Piero della Francesca, Il Battesimo di Cristo

 

È il tentativo, tra gli altri, del vangelo secondo Giuda che Giuseppe Berto scrive nel 1978, in cui il punto di vista è quello del traditore per antonomasia che in questo romanzo assume un volto alquanto diverso dalla tradizione che ne ha fatto la summa di ogni abiezione. Giuda secondo Berto è un personaggio complesso e problematico, in affannoso e instabile cammino verso una luce che lo aiuti a comprendere il destino suo e quello del suo popolo: “Io, Giuda Iscariota, nato a Gerusalemme da padre mercante, cresciuto nell’ombra del Tempio, istruito nella Legge e nelle Scritture, osservante delle norme e dei precetti, legato agli zeloti per cospirazione e fuggito dalla città santa per scampare alla croce, percorrevo le terre d’Israele ansioso che l’Eterno Adonai si manifestasse mostrandomi un segno della sua potenza, o della sua vanità. Ero giovane, e impaziente” (p. 9-10).

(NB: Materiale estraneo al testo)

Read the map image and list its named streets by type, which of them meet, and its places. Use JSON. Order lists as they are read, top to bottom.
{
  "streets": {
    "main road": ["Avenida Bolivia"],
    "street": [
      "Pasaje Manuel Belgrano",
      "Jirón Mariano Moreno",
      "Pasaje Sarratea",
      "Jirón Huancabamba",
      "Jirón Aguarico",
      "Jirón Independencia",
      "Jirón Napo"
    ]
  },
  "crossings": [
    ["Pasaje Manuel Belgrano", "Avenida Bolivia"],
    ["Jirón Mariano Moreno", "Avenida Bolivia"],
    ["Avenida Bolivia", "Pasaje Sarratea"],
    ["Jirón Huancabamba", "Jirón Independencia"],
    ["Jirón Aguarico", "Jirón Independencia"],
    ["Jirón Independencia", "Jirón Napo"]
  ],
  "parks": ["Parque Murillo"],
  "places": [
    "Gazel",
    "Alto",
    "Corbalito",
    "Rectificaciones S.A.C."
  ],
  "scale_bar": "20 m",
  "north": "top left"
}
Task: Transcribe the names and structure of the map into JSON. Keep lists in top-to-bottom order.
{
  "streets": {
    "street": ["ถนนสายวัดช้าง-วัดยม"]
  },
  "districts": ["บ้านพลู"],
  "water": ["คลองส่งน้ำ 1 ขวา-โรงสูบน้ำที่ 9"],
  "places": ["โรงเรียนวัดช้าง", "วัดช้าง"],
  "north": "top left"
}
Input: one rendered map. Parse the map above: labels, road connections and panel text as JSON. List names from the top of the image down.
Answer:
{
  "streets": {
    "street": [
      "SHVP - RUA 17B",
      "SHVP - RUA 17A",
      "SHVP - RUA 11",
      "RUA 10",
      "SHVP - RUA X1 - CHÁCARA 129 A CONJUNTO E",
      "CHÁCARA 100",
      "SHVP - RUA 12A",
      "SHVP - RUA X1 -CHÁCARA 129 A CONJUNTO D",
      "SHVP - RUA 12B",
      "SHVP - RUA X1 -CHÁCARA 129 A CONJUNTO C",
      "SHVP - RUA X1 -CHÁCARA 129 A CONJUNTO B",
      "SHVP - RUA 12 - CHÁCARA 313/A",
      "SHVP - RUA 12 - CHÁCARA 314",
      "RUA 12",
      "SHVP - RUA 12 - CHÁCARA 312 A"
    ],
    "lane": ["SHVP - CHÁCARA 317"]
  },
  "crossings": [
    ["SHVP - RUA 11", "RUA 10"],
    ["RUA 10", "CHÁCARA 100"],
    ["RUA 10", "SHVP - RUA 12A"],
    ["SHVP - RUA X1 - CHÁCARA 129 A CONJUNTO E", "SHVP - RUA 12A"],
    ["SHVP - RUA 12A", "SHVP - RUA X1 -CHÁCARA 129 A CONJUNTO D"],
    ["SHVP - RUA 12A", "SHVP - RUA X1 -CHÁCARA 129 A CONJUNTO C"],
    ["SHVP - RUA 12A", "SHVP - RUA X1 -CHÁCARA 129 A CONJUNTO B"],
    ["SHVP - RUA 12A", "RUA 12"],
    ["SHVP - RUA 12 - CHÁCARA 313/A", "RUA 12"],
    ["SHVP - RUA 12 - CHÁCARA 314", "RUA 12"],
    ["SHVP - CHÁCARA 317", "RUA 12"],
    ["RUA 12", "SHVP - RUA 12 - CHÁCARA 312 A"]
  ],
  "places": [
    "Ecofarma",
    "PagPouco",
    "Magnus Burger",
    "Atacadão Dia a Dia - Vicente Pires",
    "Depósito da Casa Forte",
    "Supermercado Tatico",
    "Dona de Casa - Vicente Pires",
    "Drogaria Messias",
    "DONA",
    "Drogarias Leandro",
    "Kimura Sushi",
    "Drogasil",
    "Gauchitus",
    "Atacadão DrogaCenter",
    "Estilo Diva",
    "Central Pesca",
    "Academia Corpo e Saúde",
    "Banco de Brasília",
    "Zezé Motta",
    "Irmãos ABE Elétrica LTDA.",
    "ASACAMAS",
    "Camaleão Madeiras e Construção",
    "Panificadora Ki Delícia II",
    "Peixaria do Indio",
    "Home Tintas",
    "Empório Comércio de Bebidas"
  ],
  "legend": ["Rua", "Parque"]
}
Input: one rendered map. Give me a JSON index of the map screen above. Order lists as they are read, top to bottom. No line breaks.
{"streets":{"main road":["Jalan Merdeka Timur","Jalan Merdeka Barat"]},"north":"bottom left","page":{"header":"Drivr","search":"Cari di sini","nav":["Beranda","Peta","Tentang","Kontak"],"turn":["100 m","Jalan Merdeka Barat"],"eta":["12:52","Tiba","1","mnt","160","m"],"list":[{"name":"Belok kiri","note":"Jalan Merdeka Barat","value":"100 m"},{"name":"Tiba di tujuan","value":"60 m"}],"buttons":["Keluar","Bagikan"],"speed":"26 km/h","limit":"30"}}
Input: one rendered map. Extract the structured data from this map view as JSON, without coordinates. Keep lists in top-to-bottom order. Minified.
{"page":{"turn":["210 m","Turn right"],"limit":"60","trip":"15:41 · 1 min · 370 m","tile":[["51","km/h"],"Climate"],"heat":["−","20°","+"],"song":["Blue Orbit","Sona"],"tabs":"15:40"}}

Nell’attesa impaziente di quel tempo propizio, Giuda si chiede persino se sia lui l’Unto, il Messia promesso. Ma, andato al Giordano per verificare le “molte e contrastanti voci” che circolavano su Giovanni il Battezzatore,vede sopraggiungere un Rabbi con un piccolo seguito (cfr scena riportata in incipit).Il racconto del noto episodio del battesimo di Gesù ci viene quindi incontro dal suo sguardo di giovane inquieto, fervente di una passione ancora senza oggetto.

Così presentato, il punto di vista di Giuda racconta di un Giovanni a sua volta preso da agitazione alla vista del Rabbi, il cui parlare si fa esaltato e bisognoso “d’interpretazione – che significava agnello di Dio? perché non pastore, piuttosto? E poi: togliere il peccato?” (p. 23).La scena qui ha meno Gesù al centro e più le reazioni dei due, che si muovono tra l’inquietudine di Giuda e l’eccitazione di Giovanni. Il Rabbi invece, quasi inconsapevole di quanto la sua presenza stia suscitando, scende nel fiume per immergersi fino al bacino. Il Battezzatore compie quindi il consueto gesto del lavacro sul capo e sta per pronunciare la consueta invocazione, quando si interrompe per gridare “come un matto: ‘Ho visto lo spirito scendere dal cielo in forma di colomba: testimonio che costui è il figlio di Dio!” (p. 24).

 

Guido Reni, Battesimo di Cristo

 

Preso dallo sconcerto per ciò che ha sentito ma non visto, Giuda si avvicina per meglio vedere quel Rabbi e da quel momento la sua vita cambia per sempre: “vidi che il suo sguardo – che mai si posò su di me – aveva il potere di sottomettere. Mi trovai a pensare, essendo in grandissima emozione e confusione, che sarei morto per lui – ciò che poi accadde – se me l’avesse chiesto” (p. 25).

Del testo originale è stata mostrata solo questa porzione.